Likely a variant of Svea, the old poetic name for Sweden, tied to the Norse people.
Sveya is an elaborated feminine form of Svea, the poetic personification of Sweden herself. The root derives from *Svear* — the ancient tribal name for the Norse people who inhabited the region around Lake Mälaren, the core territory from which Sweden as a political entity gradually coalesced during the early medieval period. The Old Norse form *Svíþjóð*, meaning roughly "the Swedish people," shares this ancestry, making Sveya a name that is, in the most literal sense, a nation given feminine form.

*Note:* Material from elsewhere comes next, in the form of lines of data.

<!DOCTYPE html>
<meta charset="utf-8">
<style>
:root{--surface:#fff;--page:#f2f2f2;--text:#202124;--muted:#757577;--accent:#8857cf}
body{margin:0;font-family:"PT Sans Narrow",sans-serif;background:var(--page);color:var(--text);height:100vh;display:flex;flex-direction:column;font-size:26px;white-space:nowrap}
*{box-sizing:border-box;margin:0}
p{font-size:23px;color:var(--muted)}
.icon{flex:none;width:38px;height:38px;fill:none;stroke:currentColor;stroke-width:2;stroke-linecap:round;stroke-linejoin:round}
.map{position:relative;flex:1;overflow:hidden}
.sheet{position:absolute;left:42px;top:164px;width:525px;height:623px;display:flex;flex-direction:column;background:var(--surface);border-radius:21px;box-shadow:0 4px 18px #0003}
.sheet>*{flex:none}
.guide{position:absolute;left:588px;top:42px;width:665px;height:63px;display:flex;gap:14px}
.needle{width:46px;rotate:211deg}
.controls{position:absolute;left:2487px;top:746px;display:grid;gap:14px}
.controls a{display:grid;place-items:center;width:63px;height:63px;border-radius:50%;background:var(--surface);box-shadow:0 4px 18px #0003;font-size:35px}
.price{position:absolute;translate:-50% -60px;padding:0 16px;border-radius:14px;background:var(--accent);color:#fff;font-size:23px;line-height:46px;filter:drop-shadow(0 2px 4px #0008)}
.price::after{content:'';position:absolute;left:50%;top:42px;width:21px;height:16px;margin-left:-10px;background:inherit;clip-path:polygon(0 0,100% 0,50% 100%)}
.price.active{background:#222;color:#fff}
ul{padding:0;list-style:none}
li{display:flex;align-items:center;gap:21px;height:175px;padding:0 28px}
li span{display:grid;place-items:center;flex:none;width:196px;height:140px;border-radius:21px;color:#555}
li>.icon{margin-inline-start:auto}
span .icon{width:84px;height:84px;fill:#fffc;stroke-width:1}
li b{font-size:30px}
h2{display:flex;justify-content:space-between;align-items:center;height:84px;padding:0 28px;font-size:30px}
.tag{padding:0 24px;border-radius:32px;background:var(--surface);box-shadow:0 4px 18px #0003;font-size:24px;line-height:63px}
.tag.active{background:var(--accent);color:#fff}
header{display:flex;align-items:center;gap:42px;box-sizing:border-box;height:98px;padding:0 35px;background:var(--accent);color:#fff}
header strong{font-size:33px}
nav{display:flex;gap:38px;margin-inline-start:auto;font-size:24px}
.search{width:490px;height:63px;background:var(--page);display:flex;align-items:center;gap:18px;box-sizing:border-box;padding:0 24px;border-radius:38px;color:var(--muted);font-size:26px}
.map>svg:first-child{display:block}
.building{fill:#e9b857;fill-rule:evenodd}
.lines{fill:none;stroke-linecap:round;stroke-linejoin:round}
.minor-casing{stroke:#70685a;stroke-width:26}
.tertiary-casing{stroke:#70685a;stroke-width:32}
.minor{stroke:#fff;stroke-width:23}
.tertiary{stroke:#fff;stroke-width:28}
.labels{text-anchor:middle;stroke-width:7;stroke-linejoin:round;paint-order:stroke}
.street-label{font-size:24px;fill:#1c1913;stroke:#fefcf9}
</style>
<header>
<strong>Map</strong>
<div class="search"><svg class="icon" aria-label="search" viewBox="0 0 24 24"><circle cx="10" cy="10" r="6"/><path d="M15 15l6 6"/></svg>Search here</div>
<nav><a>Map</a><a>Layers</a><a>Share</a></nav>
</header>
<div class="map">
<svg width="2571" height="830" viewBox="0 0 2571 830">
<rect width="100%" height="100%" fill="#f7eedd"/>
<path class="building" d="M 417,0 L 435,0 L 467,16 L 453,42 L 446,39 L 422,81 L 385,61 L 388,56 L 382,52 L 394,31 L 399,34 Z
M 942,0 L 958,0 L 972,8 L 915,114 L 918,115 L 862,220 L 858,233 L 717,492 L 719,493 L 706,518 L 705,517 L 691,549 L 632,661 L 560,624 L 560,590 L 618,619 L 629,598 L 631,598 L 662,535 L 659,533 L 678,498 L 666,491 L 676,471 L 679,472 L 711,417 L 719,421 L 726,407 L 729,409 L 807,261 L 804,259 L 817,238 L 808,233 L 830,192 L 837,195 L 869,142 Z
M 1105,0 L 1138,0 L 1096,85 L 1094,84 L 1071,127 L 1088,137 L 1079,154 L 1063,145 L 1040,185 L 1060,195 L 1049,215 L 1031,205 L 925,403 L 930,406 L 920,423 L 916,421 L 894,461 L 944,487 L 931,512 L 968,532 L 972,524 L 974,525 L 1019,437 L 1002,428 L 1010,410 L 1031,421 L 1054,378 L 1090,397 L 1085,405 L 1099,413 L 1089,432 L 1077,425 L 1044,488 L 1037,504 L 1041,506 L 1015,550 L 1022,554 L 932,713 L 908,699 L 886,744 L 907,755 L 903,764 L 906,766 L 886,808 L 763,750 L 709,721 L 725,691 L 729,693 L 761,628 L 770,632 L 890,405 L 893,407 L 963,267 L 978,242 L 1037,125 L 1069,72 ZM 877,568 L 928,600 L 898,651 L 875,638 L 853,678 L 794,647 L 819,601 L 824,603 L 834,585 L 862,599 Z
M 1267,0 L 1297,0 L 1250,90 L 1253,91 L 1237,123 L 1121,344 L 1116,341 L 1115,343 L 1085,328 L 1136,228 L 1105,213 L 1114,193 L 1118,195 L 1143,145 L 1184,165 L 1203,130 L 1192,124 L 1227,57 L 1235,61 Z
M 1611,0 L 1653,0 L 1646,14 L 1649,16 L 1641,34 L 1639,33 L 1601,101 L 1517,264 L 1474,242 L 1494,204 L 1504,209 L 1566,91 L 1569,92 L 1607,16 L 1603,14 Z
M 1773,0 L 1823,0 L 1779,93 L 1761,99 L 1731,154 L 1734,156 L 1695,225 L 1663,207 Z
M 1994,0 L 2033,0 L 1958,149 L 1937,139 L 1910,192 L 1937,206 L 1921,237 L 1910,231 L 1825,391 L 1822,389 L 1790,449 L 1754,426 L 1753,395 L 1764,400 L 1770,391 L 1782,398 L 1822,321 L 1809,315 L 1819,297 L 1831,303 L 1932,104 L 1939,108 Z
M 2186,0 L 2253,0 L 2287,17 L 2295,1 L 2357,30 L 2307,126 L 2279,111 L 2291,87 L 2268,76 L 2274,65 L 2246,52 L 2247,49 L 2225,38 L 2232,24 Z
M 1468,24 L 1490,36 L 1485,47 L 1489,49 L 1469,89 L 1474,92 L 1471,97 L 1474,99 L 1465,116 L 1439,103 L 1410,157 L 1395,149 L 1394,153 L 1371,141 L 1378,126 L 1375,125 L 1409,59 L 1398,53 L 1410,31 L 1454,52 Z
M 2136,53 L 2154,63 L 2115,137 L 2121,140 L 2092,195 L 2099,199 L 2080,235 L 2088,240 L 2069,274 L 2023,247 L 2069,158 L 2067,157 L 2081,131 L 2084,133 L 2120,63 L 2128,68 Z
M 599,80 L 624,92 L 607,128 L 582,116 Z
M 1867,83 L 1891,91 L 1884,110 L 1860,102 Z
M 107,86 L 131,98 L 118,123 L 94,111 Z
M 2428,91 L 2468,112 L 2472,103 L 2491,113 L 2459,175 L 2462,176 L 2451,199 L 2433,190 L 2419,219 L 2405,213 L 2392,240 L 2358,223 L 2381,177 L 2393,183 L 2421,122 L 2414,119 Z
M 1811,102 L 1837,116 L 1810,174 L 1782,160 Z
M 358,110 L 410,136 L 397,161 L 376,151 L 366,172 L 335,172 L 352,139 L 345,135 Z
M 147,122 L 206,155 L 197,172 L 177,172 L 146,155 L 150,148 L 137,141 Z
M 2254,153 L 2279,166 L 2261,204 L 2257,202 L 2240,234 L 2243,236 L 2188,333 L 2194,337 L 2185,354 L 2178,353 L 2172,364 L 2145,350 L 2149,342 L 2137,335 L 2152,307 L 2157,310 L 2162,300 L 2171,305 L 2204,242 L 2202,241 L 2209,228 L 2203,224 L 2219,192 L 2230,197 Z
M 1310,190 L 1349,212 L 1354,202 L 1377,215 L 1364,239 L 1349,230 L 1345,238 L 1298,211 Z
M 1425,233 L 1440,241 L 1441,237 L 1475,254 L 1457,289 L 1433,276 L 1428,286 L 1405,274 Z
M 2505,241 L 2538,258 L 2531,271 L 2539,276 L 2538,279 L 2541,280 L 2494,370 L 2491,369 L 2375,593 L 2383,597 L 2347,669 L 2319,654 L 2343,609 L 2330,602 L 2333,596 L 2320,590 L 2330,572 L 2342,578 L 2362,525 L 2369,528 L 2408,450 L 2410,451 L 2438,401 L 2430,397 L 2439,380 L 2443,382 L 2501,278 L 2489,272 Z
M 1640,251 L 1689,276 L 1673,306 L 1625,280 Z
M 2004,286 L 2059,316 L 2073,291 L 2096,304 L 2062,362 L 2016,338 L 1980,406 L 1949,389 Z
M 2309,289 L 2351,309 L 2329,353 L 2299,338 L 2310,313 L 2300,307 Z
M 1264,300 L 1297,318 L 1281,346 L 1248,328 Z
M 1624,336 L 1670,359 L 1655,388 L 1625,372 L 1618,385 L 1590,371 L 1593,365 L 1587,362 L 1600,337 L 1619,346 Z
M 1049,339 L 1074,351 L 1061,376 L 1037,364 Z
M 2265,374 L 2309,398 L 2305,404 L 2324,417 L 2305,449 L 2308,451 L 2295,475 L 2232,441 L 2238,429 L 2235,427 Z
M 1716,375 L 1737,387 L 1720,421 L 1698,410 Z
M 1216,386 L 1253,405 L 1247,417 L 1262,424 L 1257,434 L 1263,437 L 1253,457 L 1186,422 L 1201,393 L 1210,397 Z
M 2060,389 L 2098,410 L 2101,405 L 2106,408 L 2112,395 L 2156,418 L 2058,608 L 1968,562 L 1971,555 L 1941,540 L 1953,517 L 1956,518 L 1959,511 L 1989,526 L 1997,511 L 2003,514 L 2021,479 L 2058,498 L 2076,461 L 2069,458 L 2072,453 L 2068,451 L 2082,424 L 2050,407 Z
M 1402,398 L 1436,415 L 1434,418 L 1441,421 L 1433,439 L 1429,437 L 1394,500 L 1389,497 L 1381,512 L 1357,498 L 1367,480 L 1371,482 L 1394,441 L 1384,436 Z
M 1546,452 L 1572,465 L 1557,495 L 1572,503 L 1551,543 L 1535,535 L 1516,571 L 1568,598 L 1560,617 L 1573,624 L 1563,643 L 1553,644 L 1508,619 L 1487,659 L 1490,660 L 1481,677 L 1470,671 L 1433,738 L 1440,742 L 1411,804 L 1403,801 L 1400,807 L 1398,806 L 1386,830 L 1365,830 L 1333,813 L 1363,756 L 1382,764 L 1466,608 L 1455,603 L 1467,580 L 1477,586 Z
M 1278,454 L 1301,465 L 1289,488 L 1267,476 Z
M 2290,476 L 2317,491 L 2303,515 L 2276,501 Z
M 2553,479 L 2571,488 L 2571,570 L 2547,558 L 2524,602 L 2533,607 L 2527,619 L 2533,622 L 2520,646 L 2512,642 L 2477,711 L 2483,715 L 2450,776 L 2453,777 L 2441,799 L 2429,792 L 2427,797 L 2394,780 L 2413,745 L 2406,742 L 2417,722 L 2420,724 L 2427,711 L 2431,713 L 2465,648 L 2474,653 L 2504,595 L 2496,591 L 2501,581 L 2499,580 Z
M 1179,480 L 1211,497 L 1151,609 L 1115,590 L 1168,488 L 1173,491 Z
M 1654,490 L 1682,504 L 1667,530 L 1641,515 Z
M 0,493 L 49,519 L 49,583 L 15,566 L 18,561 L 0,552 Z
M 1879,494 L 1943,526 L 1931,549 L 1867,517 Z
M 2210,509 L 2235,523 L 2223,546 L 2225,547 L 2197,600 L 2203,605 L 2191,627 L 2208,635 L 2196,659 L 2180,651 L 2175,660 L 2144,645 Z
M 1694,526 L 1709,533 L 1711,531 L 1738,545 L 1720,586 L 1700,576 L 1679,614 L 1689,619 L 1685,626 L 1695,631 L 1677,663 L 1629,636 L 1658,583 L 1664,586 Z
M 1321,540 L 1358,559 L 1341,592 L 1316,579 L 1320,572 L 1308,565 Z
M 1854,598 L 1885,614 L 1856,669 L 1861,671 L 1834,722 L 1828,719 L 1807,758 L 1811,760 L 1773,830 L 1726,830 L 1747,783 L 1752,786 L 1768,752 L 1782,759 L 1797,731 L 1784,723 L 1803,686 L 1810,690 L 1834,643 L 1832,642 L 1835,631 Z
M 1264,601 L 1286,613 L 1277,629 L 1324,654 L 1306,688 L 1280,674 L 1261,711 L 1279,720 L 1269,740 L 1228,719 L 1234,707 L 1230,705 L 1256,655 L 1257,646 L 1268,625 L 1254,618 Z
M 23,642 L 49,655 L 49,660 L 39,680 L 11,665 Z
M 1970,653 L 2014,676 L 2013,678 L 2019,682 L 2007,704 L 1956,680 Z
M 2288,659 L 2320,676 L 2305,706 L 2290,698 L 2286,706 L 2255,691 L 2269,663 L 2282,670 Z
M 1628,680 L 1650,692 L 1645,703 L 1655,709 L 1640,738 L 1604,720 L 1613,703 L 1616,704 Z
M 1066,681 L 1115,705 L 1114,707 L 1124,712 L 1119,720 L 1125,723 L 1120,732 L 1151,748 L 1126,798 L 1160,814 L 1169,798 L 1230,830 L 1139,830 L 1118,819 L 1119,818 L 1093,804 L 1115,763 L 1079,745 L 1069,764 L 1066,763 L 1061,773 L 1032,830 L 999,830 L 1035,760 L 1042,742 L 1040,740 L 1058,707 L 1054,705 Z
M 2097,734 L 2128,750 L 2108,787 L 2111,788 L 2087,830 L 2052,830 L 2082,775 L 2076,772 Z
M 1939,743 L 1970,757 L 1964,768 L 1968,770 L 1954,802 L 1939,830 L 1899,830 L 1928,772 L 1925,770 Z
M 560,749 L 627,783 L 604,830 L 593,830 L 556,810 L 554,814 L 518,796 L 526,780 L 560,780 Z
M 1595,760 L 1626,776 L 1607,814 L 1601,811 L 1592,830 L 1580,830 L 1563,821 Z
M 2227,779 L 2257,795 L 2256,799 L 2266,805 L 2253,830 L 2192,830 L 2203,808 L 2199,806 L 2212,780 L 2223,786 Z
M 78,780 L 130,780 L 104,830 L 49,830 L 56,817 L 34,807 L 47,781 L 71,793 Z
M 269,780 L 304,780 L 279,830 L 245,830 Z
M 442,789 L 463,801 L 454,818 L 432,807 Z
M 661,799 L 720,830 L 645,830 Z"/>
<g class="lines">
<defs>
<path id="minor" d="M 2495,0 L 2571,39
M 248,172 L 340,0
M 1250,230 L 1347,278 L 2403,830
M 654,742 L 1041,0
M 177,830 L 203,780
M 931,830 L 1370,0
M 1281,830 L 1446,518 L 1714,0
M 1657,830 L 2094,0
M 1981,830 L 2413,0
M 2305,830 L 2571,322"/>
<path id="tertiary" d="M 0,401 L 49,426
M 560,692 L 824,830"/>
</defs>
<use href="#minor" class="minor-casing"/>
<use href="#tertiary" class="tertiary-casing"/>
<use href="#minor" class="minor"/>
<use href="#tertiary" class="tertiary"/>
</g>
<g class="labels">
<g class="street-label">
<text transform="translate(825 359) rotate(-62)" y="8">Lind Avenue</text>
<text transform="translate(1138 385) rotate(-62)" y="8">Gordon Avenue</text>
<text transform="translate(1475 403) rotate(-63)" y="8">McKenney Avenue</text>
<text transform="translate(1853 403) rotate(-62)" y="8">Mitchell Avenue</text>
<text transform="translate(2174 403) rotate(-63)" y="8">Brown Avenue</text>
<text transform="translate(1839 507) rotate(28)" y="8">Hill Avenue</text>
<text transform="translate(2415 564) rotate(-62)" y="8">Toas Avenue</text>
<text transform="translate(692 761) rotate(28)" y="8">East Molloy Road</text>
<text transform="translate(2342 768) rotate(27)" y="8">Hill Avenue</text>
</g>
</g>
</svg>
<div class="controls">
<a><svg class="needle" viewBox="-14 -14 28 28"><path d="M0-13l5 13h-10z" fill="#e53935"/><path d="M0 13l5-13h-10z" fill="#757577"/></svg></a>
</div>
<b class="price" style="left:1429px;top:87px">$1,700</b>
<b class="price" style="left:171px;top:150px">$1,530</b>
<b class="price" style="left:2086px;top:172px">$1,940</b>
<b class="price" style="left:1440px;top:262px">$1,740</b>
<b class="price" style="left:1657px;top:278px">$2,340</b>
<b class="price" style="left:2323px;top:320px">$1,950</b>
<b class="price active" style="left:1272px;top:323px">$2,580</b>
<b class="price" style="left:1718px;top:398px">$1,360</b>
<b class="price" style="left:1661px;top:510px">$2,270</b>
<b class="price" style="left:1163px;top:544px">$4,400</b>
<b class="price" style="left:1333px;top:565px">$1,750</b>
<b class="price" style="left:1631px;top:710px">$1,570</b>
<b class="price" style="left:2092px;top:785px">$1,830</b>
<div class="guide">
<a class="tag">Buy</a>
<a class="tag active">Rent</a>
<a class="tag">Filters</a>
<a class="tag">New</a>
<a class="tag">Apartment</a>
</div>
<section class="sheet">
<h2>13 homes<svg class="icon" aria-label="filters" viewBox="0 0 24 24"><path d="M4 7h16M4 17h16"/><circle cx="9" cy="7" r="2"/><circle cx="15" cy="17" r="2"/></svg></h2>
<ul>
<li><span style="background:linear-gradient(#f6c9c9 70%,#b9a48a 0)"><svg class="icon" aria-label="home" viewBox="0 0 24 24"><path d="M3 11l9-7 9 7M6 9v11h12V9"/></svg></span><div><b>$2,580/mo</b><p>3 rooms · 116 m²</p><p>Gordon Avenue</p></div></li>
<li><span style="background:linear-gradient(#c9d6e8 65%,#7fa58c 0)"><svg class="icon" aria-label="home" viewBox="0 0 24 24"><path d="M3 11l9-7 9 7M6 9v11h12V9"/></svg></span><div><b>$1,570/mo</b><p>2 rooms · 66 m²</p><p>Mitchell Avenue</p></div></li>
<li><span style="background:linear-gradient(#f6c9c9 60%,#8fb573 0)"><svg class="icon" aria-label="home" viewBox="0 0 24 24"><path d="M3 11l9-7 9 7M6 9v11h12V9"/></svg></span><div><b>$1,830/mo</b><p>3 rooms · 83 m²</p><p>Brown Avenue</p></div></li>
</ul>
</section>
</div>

Svea as a figure appeared prominently in Swedish Romantic nationalism of the eighteenth and nineteenth centuries, depicted in paintings and sculpture as a stern, valkyric woman in armor — a motherland made flesh. Poets like Esaias Tegnér invoked her as a symbol of Nordic virtue and historical memory. The variant Sveya adds a softer, more lyrical ending — the *-ya* suffix giving it a warmth and modernity that the sturdier Svea sometimes lacks, bridging the archaic and the contemporary.
Today Sveya is rare even within Scandinavia, making it a genuine discovery for parents drawn to Nordic names but seeking something beyond the now-familiar Freya or Sigrid. It carries the full weight of Swedish cultural identity — Viking-age origins, Romantic-era reinvention, and a contemporary lightness — all in five letters. For families with Scandinavian heritage, it functions as a quiet act of remembrance; for those without, it is simply a beautiful sound with unexpectedly deep roots.